New Pacific Metals’ (TSX: NUAG; NYSE-AM: NEW) prefeasibility study for the Silver Sand project in Bolivia calculates a robust return on an initial $358 million investment. But the company could face hurdles from artisanal miners and settlements on its concessions.
New Pacific has entered discussions with illegal artisanal miners working its flagship Silver Sand silver project in Bolivia it said in a release of the project’s prefeasibility study (PFS) Wednesday. The company is still uncertain about its tenure of land and says it needs to secure surface rights for the project area through agreements with local communities, finalize a resettlement and compensation plan, and address the presence of artisanal and small-scale miners operating illegally within their mineral rights.
“Our team will continue to collaborate with local communities and authorities to ensure that the mineral wealth at Silver Sand benefits all Bolivians and stakeholders,” president and CEO Andrew Williams said in a news release.
The Vancouver-based developer aims to reach agreements despite disruptions caused by these operators, prompting legal actions in recent months. The illegal miners have been operating within the company’s mineral rights area, creating conflicts and safety concerns since at least mid-2022.
It prompted New Pacific to start legal proceedings in December, resulting in an execution order in May to reinforce its mining rights. It says it is working closely with government authorities to resolve the issue and ensure safe and lawful project operations.
The timeline for achieving the next steps depends on ongoing discussions and the resolution of legal proceedings concerning illegal artisanal and small-scale mining activities, the company said.

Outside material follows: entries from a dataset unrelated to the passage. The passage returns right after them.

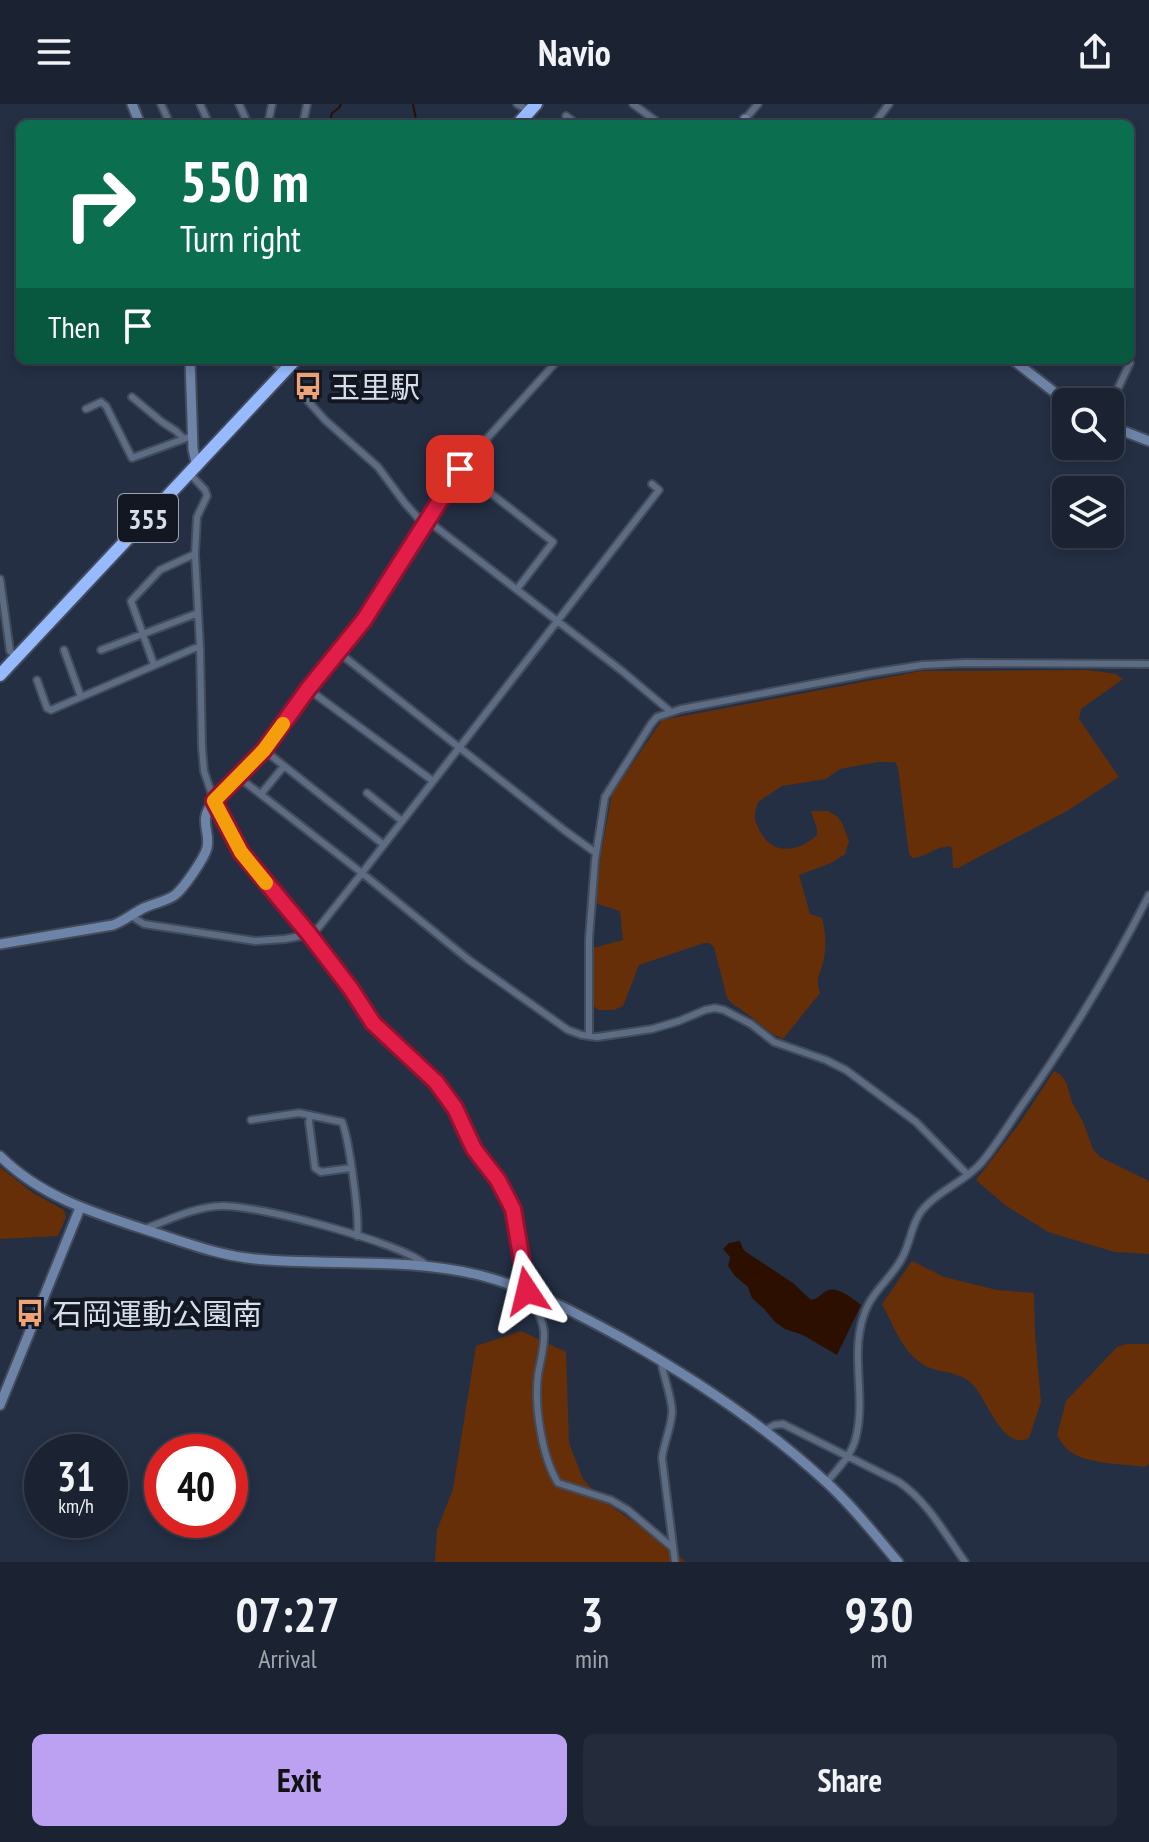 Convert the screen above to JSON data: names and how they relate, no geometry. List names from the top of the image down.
{
  "streets": {
    "highway": ["355"]
  },
  "places": {
    "bus stop": ["玉里駅", "石岡運動公園南"]
  },
  "page": {
    "header": "Navio",
    "turn": ["550 m", "Turn right"],
    "then": "Then",
    "speed": "31 km/h",
    "limit": "40",
    "eta": [
      "07:27",
      "Arrival",
      "3",
      "min",
      "930",
      "m"
    ],
    "buttons": ["Exit", "Share"]
  }
} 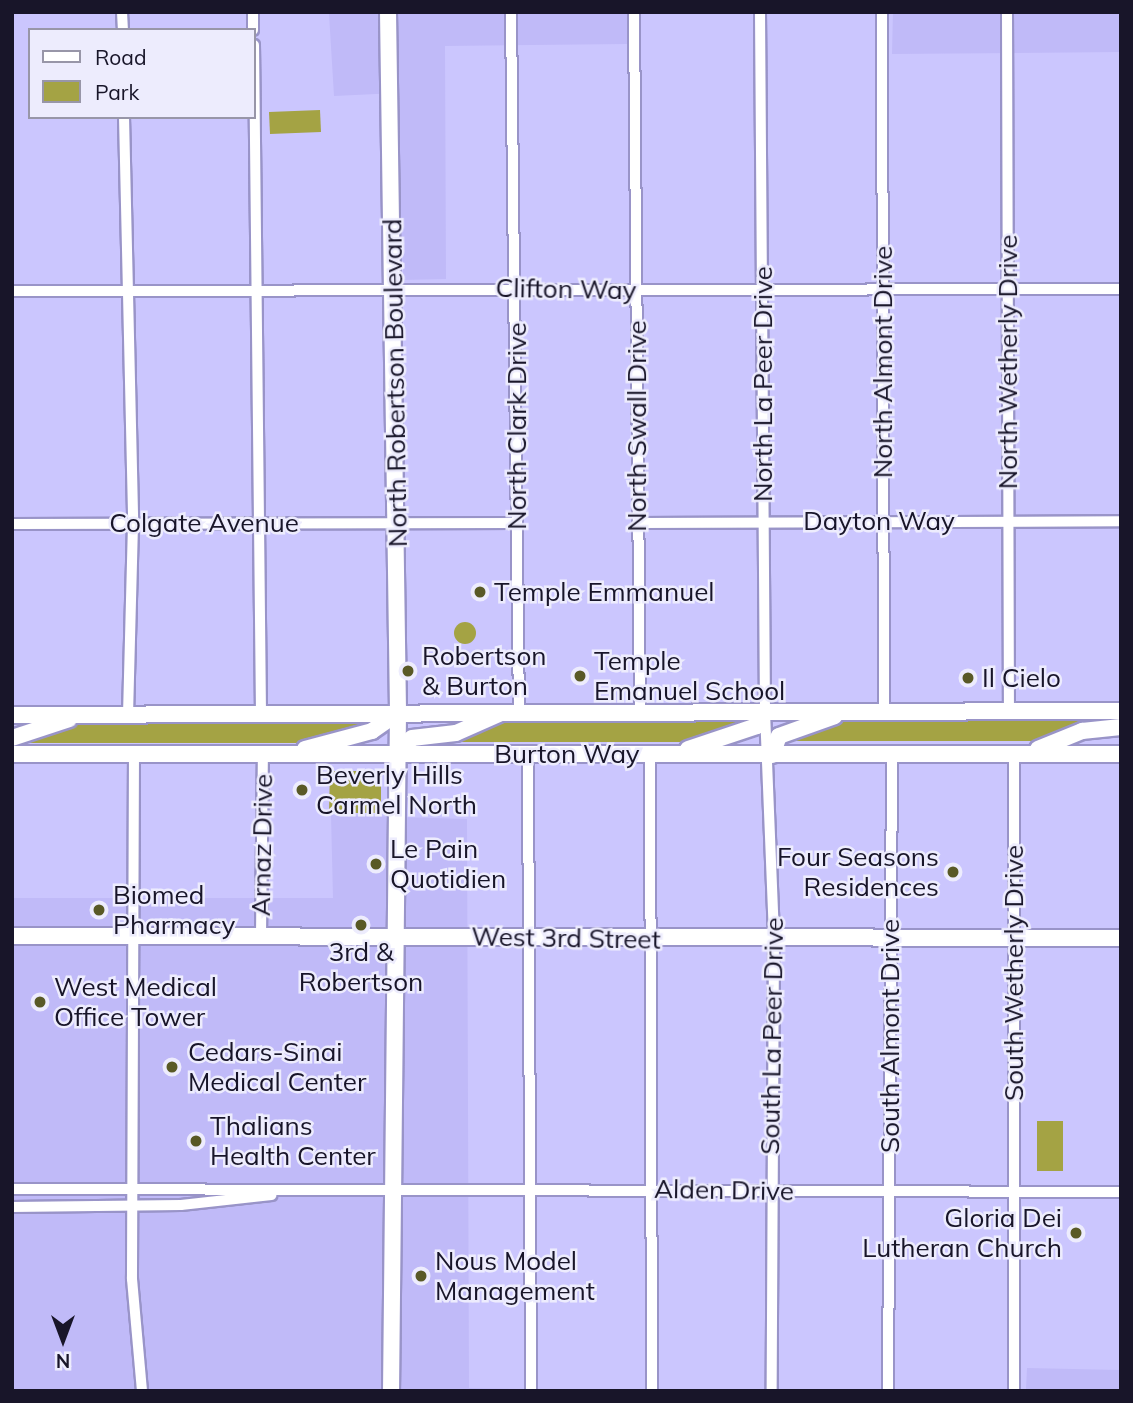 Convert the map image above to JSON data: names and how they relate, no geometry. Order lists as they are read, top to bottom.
{
  "streets": {
    "main road": ["North Robertson Boulevard", "Burton Way", "West 3rd Street"],
    "street": [
      "Clifton Way",
      "North Almont Drive",
      "North Wetherly Drive",
      "North La Peer Drive",
      "North Clark Drive",
      "North Swall Drive",
      "Dayton Way",
      "Colgate Avenue",
      "Arnaz Drive",
      "South Wetherly Drive",
      "South La Peer Drive",
      "South Almont Drive",
      "Alden Drive"
    ]
  },
  "crossings": [
    ["Clifton Way", "North Almont Drive"],
    ["Clifton Way", "North Wetherly Drive"],
    ["Clifton Way", "North Robertson Boulevard"],
    ["Clifton Way", "North La Peer Drive"],
    ["Clifton Way", "North Clark Drive"],
    ["Clifton Way", "North Swall Drive"],
    ["North Almont Drive", "Dayton Way"],
    ["North Almont Drive", "Burton Way"],
    ["North Wetherly Drive", "Dayton Way"],
    ["North Wetherly Drive", "Burton Way"],
    ["North Robertson Boulevard", "Colgate Avenue"],
    ["North Robertson Boulevard", "Burton Way"],
    ["North Robertson Boulevard", "West 3rd Street"],
    ["North Robertson Boulevard", "Alden Drive"],
    ["North La Peer Drive", "Dayton Way"],
    ["North La Peer Drive", "Burton Way"],
    ["North La Peer Drive", "South La Peer Drive"],
    ["North Clark Drive", "Burton Way"],
    ["North Swall Drive", "Dayton Way"],
    ["North Swall Drive", "Burton Way"],
    ["Burton Way", "Arnaz Drive"],
    ["Burton Way", "South Wetherly Drive"],
    ["Burton Way", "South La Peer Drive"],
    ["Burton Way", "South Almont Drive"],
    ["Arnaz Drive", "West 3rd Street"],
    ["West 3rd Street", "South Wetherly Drive"],
    ["West 3rd Street", "South La Peer Drive"],
    ["West 3rd Street", "South Almont Drive"],
    ["South Wetherly Drive", "Alden Drive"],
    ["South La Peer Drive", "Alden Drive"],
    ["South Almont Drive", "Alden Drive"]
  ],
  "places": [
    "Temple Emmanuel",
    "Robertson & Burton",
    "Temple Emanuel School",
    "Il Cielo",
    "Beverly Hills Carmel North",
    "Le Pain Quotidien",
    "Four Seasons Residences",
    "Biomed Pharmacy",
    "3rd & Robertson",
    "West Medical Office Tower",
    "Cedars-Sinai Medical Center",
    "Thalians Health Center",
    "Gloria Dei Lutheran Church",
    "Nous Model Management"
  ],
  "legend": ["Road", "Park"],
  "north": "bottom"
}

The new AMC Mining Consultants-prepared economic study, using a base silver price assumption of $24 per oz., attached to Silver Sand an after-tax net present value (at a 5% discount) of $740 million and an internal rate of return of 37%. The results confirm that Silver Sand has the potential to become a high-grade, low-cost, pure silver producer, according to CEO and president Andrew Williams.
“The next step along our journey will be reaching an agreement with local communities to secure surface rights for the project area,” Williams said in a news release Wednesday.

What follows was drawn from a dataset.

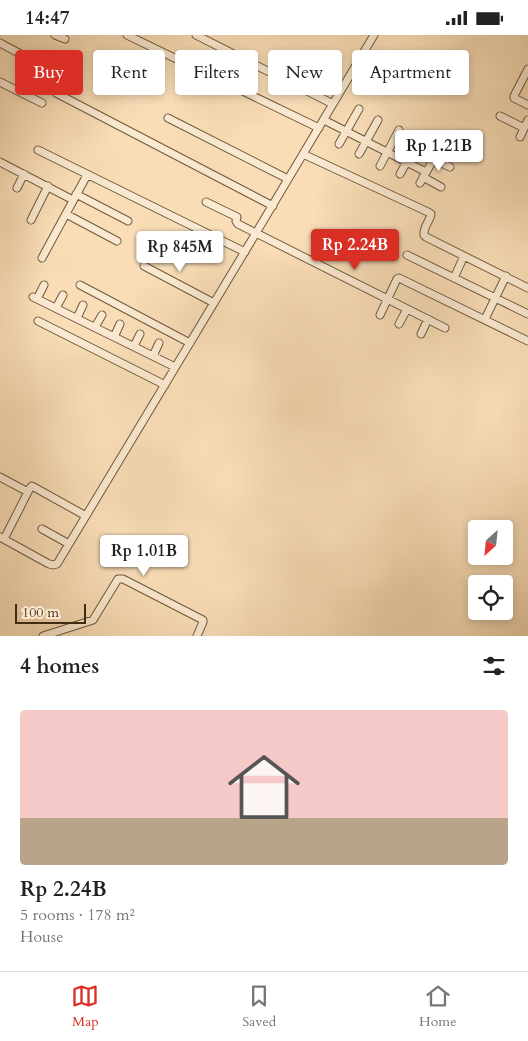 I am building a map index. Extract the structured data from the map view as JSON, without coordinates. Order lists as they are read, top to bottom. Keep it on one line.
{"scale_bar":"100 m","north":"bottom left","page":{"status":"14:47","chip":["Buy","Rent","Filters","New","Apartment"],"price":["Rp 1.21B","Rp 2.24B","Rp 845M","Rp 1.01B"],"scale":"100 m","heading":"4 homes","list":[{"name":"Rp 2.24B","note":"5 rooms · 178 m² · House"}],"tabs":["Map","Saved","Home"]}}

New Pacific’s shares gained about 3% to C$2.09 on the news. They have touched C$1.17 and C$3.64 over the past 12 months. The company has a market capitalization of C$356 million.

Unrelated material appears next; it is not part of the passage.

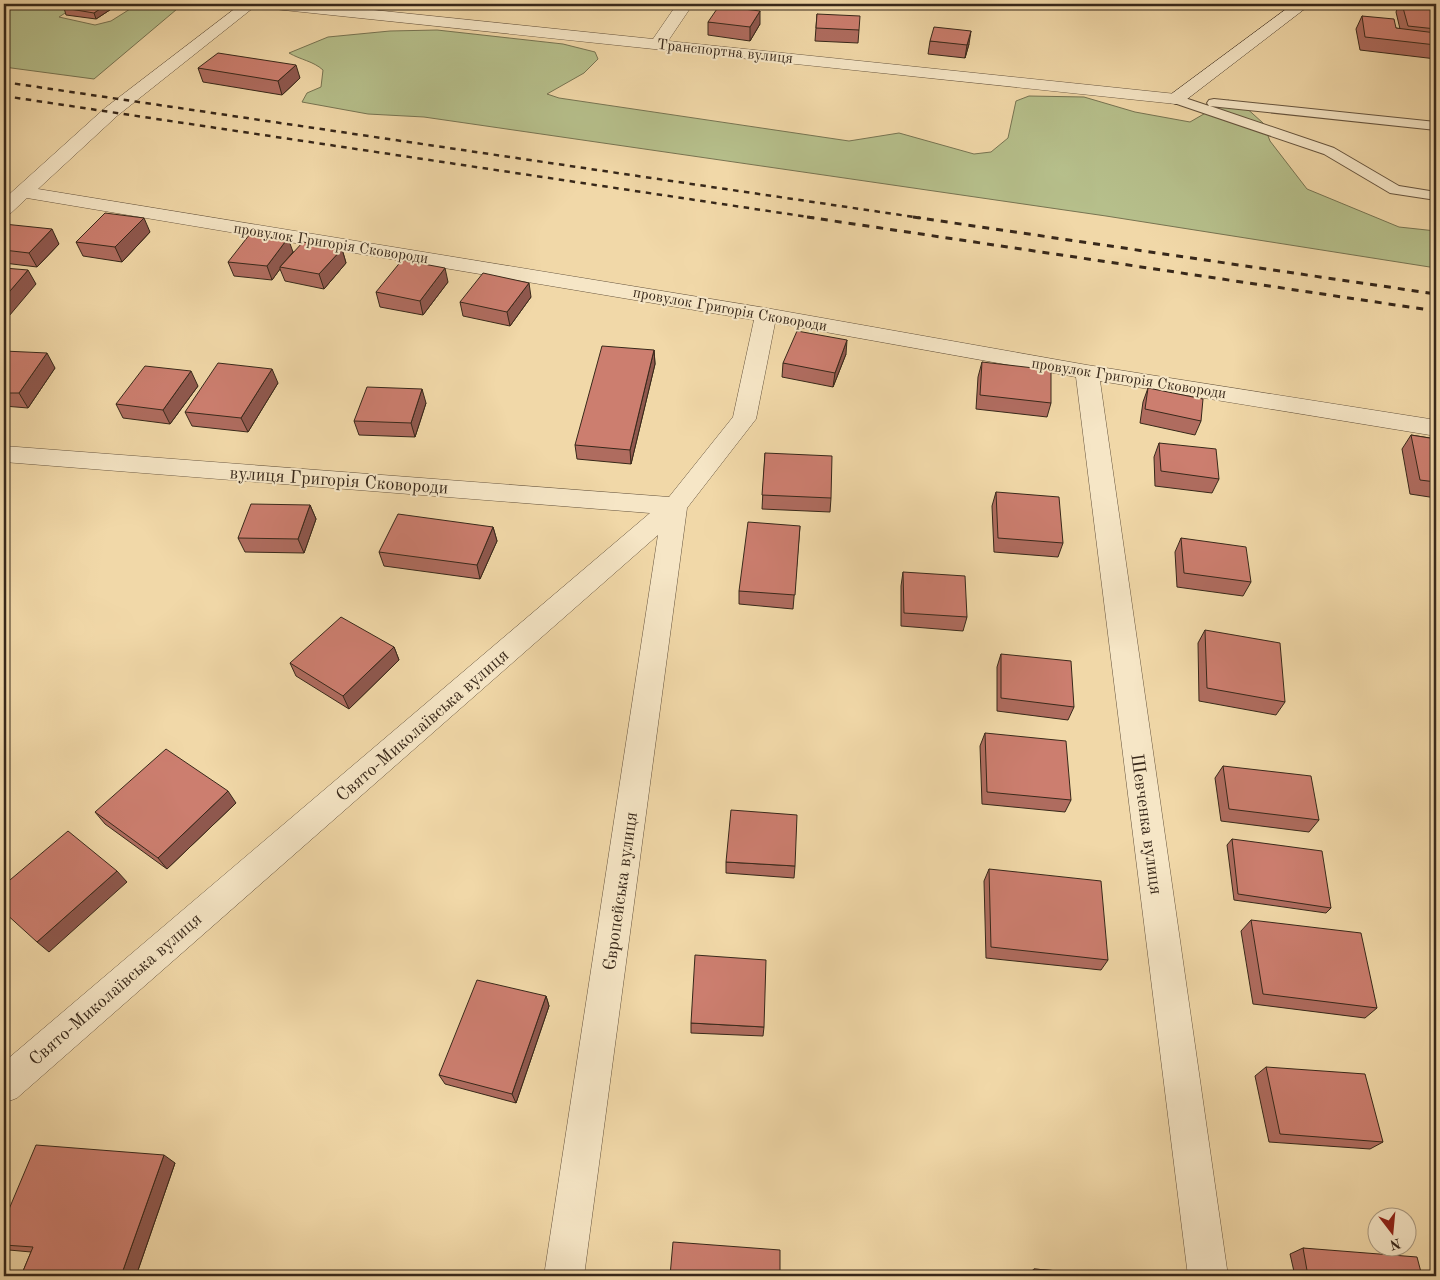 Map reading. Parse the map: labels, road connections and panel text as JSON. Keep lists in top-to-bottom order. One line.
{"streets":{"street":["Транспортна вулиця","провулок Григорія Сковороди","вулиця Григорія Сковороди","Свято-Миколаївська вулиця","Шевченка вулиця","Європейська вулиця"]},"crossings":[["провулок Григорія Сковороди","Свято-Миколаївська вулиця"],["провулок Григорія Сковороди","Шевченка вулиця"],["вулиця Григорія Сковороди","Свято-Миколаївська вулиця"],["вулиця Григорія Сковороди","Європейська вулиця"],["Свято-Миколаївська вулиця","Європейська вулиця"]],"north":"bottom"}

The study outlines a 13-year mine plan, excluding a 2-year pre-production period, with a projected output of about 157 million oz. of silver. Annual silver production is expected to top 15 million oz. in the initial years, averaging over 12 million oz. yearly over the mine life.
The average all-in sustaining cost of silver is projected at $10.69 per ounce over the life of the mine, the report said.
Recent years have seen limited development of large-scale silver projects in Bolivia compared to other global mining areas, despite Bolivia’s historical significance in silver mining, notably with mines like Cerro Rico in Potosi, a major colonial-era silver mine.
New Pacific is engaging local communities to finalize the environmental impact assessment study for submission to Bolivia’s Ministry of Environment and Water.
The company will need to relocate some community members in order to develop the mine.
Under the company’s development plan, a mining contractor will initially manage the open-pit operation, which involves crushing, milling, cyanide leaching, zinc precipitation (Merrill-Crowe process), and final smelting to produce silver doré bars for shipment.